Source material —
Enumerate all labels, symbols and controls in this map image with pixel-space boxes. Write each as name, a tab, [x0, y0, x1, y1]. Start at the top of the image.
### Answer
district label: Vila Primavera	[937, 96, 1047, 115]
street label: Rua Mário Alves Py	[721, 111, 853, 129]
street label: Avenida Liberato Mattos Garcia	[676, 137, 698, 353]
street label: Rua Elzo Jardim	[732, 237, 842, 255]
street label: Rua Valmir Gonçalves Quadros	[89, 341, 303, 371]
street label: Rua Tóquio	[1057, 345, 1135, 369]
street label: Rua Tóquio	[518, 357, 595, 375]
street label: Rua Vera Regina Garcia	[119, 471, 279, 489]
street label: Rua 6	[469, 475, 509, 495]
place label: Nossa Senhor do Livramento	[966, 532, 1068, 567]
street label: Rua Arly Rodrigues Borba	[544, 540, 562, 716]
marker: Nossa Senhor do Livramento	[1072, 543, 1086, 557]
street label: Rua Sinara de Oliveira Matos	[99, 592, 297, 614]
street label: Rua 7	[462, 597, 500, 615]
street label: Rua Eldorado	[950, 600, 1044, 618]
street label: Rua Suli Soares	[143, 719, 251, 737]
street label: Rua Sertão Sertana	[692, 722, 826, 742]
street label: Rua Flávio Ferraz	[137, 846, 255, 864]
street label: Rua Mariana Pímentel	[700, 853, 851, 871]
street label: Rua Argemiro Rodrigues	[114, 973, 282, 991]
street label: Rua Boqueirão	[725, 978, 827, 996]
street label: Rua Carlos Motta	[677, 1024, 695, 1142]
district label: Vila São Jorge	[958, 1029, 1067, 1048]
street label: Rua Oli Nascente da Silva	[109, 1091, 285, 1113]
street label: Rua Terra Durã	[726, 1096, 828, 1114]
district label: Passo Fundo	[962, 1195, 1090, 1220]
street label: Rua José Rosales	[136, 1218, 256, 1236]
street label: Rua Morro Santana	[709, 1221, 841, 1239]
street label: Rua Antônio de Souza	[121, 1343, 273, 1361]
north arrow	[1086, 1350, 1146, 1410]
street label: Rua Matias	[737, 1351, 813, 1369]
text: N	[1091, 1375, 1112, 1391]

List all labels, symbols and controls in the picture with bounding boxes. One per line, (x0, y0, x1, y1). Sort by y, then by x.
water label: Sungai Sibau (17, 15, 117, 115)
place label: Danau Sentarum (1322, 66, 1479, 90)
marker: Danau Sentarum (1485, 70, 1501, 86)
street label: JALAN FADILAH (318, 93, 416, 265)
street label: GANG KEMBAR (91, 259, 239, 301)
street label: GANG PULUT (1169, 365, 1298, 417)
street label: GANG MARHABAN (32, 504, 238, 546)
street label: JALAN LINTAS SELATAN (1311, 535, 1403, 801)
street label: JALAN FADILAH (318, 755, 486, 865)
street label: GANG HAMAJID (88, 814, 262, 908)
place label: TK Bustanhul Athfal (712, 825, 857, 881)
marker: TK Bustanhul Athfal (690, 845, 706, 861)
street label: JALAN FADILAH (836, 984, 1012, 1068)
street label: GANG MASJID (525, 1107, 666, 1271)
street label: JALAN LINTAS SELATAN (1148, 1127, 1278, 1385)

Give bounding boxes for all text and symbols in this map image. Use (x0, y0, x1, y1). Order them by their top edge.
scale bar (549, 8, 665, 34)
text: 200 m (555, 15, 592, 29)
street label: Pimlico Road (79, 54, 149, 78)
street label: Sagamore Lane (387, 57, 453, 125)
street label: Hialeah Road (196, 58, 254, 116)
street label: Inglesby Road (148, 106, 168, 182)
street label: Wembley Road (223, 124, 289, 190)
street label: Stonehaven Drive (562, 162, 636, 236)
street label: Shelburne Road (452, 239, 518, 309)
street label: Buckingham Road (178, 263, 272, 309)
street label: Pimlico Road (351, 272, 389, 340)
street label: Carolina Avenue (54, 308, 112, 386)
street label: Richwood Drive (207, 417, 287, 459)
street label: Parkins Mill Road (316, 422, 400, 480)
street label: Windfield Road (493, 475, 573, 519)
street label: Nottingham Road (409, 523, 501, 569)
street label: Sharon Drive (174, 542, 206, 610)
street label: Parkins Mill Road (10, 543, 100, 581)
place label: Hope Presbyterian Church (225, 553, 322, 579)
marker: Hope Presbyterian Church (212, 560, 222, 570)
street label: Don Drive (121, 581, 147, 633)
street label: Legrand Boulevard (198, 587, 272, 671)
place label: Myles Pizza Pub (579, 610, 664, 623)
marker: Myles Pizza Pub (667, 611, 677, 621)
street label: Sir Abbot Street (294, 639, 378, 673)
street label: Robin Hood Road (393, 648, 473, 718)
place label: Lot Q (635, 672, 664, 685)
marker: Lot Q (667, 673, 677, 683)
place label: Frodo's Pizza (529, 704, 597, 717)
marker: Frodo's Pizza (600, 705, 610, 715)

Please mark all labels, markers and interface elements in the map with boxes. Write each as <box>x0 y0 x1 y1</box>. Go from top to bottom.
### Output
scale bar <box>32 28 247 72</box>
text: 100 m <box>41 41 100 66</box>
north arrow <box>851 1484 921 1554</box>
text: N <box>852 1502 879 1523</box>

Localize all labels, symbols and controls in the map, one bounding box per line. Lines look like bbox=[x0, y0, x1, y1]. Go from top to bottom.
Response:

How to complete this task — Only the number is wanted here. Please work out how many lines of the records contain "bottom".

Answer — 2